*What is expected*:
Gather, from the listing beneath this task, every line holding the string "main".

*Data for analysis*:
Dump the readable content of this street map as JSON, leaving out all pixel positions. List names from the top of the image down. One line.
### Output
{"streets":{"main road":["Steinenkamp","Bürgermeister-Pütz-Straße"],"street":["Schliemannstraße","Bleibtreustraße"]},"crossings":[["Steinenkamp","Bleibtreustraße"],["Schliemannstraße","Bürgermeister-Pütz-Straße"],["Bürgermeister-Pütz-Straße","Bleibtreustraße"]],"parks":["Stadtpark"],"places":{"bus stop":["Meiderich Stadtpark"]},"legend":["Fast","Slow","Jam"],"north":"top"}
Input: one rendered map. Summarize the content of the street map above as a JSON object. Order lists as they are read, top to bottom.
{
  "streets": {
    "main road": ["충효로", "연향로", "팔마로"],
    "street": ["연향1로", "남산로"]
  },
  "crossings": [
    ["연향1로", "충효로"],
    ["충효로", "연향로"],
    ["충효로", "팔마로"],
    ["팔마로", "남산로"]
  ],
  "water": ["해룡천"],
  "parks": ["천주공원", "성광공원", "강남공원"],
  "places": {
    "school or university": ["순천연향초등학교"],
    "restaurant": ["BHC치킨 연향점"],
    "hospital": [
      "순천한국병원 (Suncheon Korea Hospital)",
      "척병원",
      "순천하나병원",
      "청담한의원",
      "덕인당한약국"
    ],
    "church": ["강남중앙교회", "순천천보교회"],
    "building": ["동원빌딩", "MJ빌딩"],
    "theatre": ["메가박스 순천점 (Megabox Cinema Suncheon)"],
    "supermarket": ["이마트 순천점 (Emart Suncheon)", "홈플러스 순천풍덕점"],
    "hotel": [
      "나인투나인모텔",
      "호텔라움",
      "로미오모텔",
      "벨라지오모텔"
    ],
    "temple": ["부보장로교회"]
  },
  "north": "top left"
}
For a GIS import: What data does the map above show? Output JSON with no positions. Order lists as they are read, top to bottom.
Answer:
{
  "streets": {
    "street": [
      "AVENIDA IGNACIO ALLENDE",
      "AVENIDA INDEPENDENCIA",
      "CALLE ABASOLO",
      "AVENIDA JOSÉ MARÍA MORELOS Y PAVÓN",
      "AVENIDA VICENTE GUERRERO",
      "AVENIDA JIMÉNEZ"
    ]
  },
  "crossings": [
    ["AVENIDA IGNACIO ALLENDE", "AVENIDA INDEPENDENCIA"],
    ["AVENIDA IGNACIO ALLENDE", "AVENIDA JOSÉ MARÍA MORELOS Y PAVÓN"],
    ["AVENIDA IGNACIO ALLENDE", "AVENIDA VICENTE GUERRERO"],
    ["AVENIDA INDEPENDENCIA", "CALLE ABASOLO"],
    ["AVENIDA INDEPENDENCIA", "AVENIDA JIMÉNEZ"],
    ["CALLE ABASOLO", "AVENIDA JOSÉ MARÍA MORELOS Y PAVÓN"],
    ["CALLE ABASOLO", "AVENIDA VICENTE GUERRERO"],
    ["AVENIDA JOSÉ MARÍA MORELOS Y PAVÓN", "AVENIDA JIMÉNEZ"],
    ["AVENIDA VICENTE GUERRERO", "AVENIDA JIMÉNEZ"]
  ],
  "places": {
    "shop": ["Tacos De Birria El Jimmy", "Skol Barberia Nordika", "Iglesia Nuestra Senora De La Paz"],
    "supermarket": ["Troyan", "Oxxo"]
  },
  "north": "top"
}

*Answer for this exercise*:
{"streets":{"main road":["Steinenkamp","Bürgermeister-Pütz-Straße"],"street":["Schliemannstraße","Bleibtreustraße"]},"crossings":[["Steinenkamp","Bleibtreustraße"],["Schliemannstraße","Bürgermeister-Pütz-Straße"],["Bürgermeister-Pütz-Straße","Bleibtreustraße"]],"parks":["Stadtpark"],"places":{"bus stop":["Meiderich Stadtpark"]},"legend":["Fast","Slow","Jam"],"north":"top"}
    "main road": ["충효로", "연향로", "팔마로"],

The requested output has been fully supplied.